:: WORK TASK ::
Every line containing the word "lists" is to be copied from the data below.

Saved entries

**********

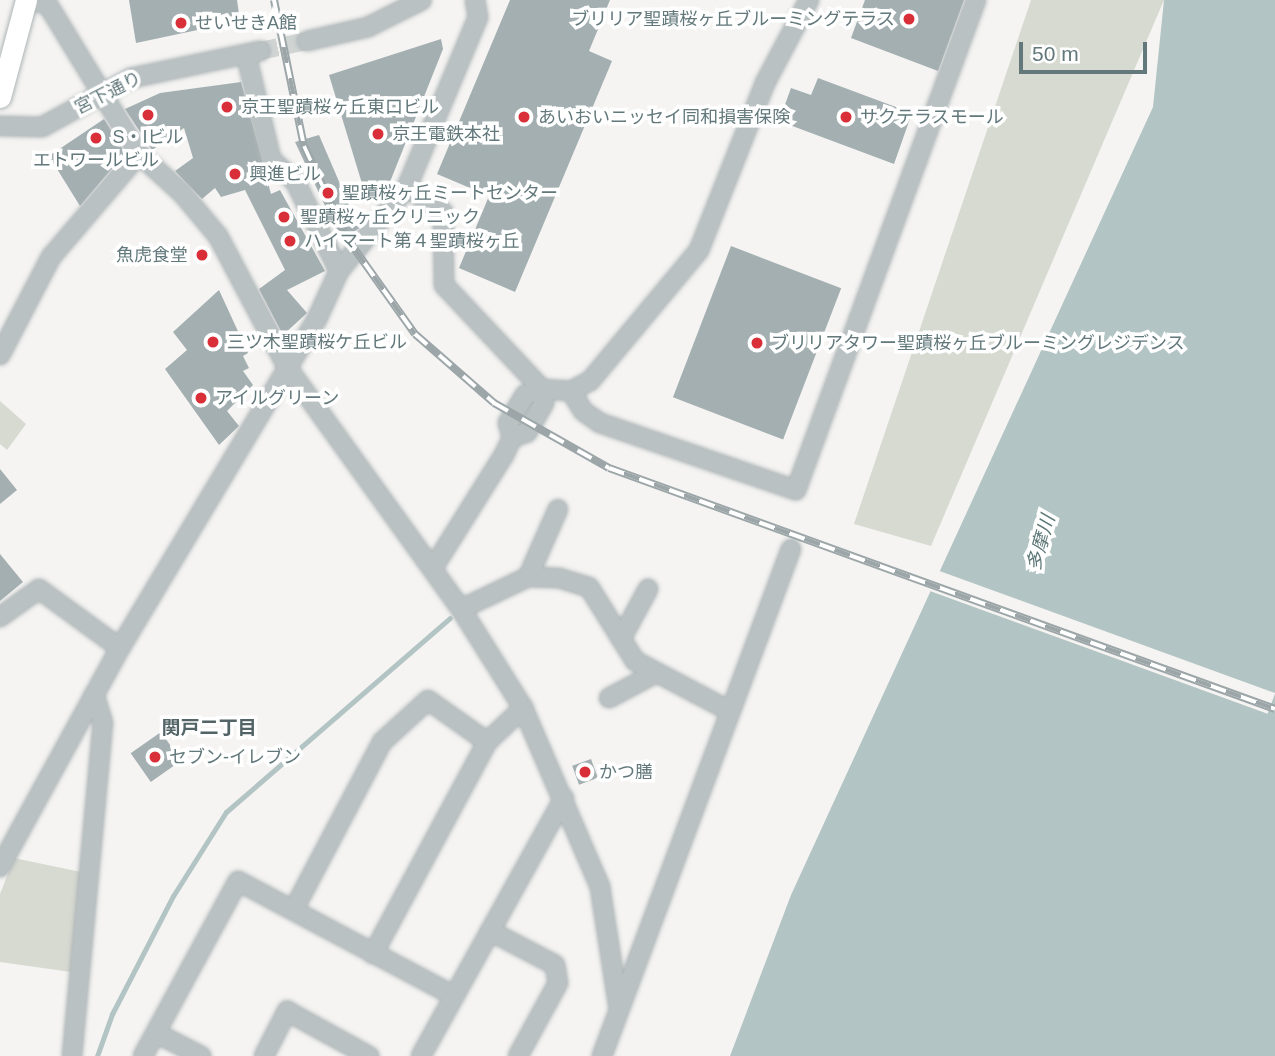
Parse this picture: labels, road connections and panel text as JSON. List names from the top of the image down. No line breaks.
{"streets":{"street":["宮下通り"]},"districts":["関戸二丁目"],"water":["多摩川"],"places":["ブリリア聖蹟桜ヶ丘ブルーミングテラス","せいせきA館","京王聖蹟桜ヶ丘東口ビル","S・Iビル","あいおいニッセイ同和損害保険","サクテラスモール","京王電鉄本社","エトワールビル","興進ビル","聖蹟桜ヶ丘ミートセンター","聖蹟桜ヶ丘クリニック","ハイマート第４聖蹟桜ヶ丘","魚虎食堂","三ツ木聖蹟桜ケ丘ビル","ブリリアタワー聖蹟桜ヶ丘ブルーミングレジデンス","アイルグリーン","セブン-イレブン","かつ膳"],"scale_bar":"50 m"}
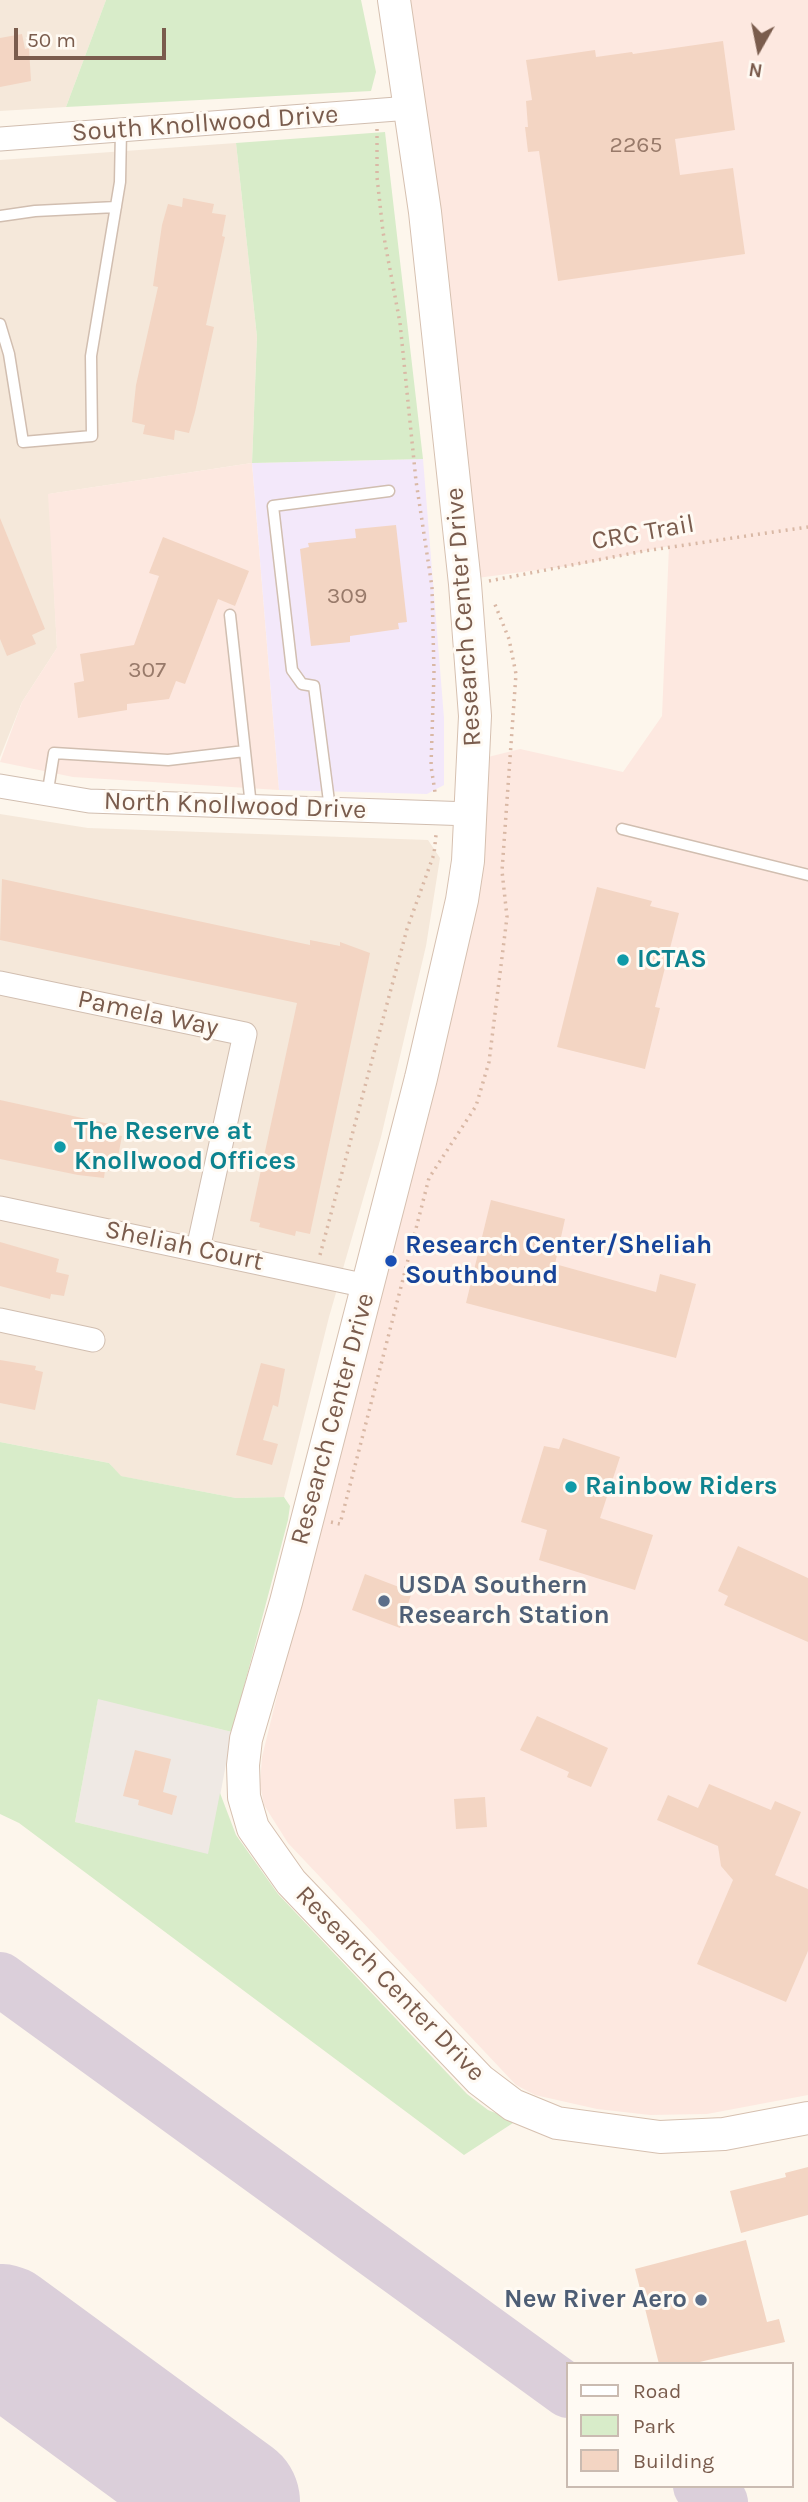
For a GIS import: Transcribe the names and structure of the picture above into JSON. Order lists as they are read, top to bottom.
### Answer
{
  "streets": {
    "main road": ["Research Center Drive"],
    "street": [
      "South Knollwood Drive",
      "North Knollwood Drive",
      "Pamela Way",
      "Sheliah Court"
    ],
    "path": ["CRC Trail"]
  },
  "crossings": [
    ["South Knollwood Drive", "Research Center Drive"],
    ["Research Center Drive", "North Knollwood Drive"],
    ["Research Center Drive", "Sheliah Court"],
    ["Pamela Way", "Sheliah Court"]
  ],
  "places": [
    "ICTAS",
    "The Reserve at Knollwood Offices",
    "Research Center/Sheliah Southbound",
    "Rainbow Riders",
    "USDA Southern Research Station",
    "New River Aero"
  ],
  "house_numbers": ["2265", "309", "307"],
  "legend": ["Road", "Park", "Building"],
  "scale_bar": "50 m",
  "north": "bottom"
}
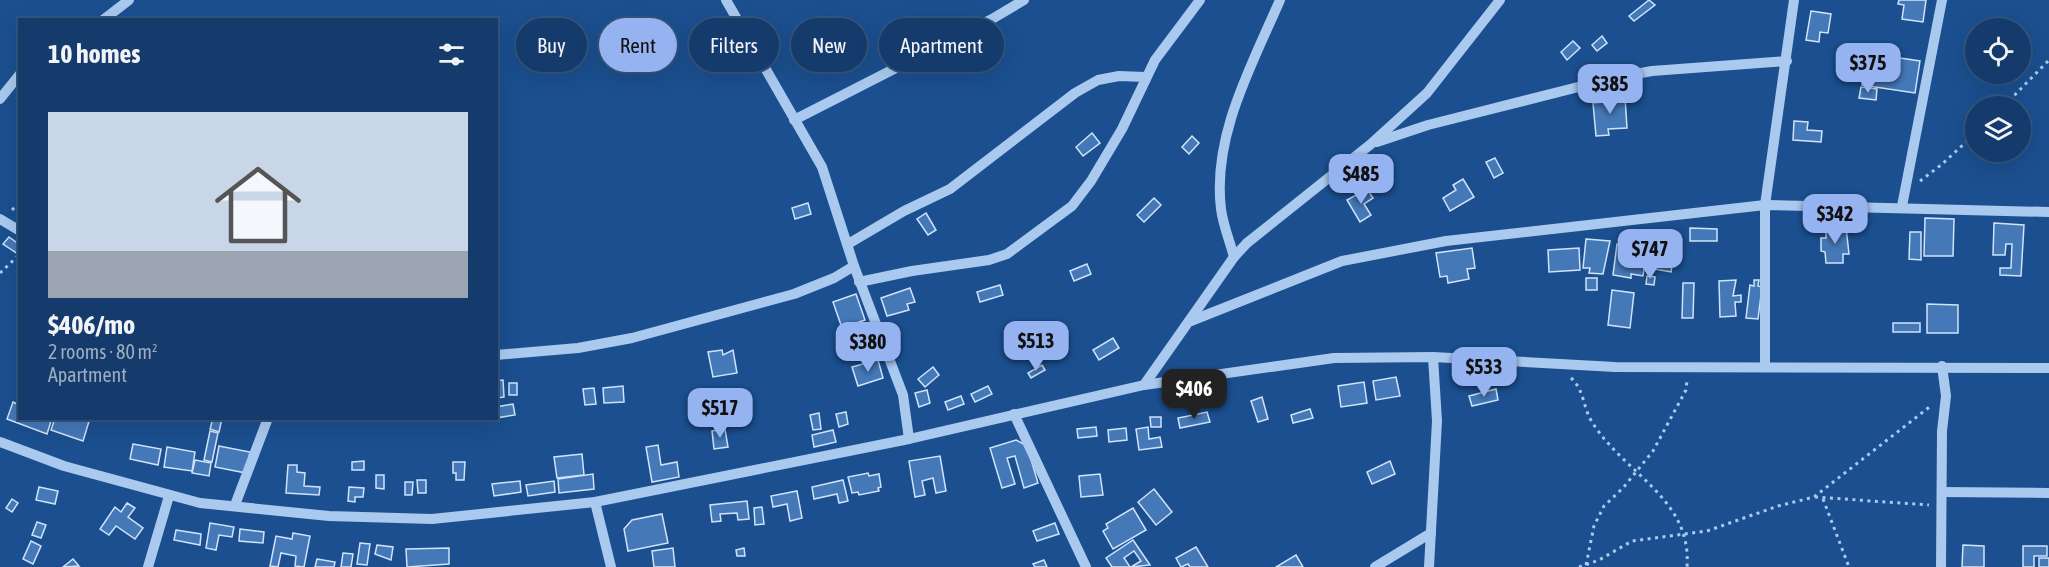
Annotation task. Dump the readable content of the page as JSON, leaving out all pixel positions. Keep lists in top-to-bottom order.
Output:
{
  "page": {
    "chip": [
      "Buy",
      "Rent",
      "Filters",
      "New",
      "Apartment"
    ],
    "heading": "10 homes",
    "price": [
      "$375",
      "$385",
      "$485",
      "$342",
      "$747",
      "$513",
      "$380",
      "$533",
      "$406",
      "$517"
    ],
    "list": [
      {
        "name": "$406/mo",
        "note": "2 rooms · 80 m² · Apartment"
      }
    ]
  }
}
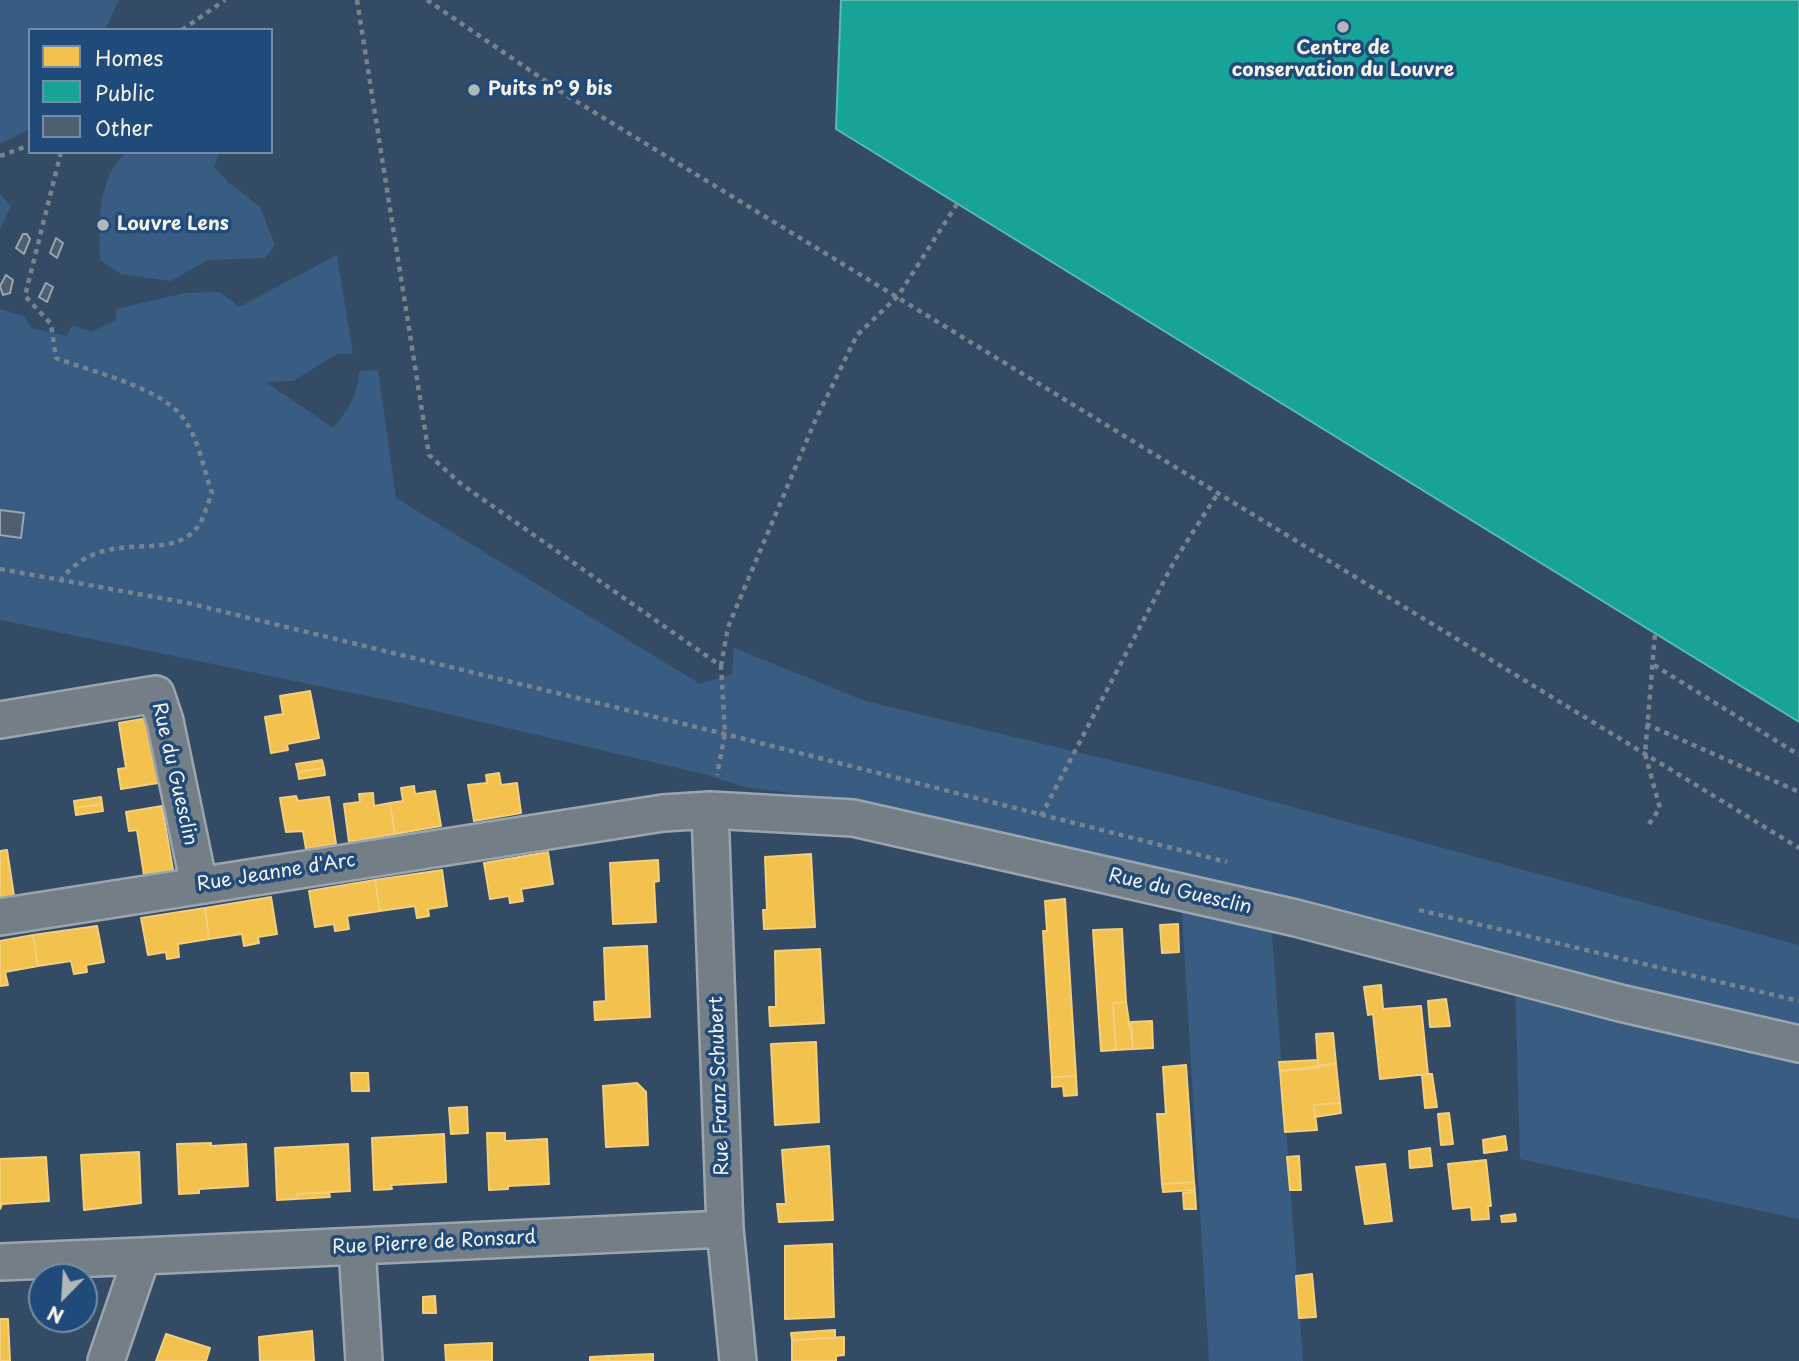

**********

:: RESULT OF THIS TASK ::
For a GIS import: Transcribe the names and structure of the picture above into JSON. Order lists as they are read, top to bottom.
Annotation task. Dump the readable content of the page as JSON, leaving out all pixel positions. Keep lists in top-to-bottom order.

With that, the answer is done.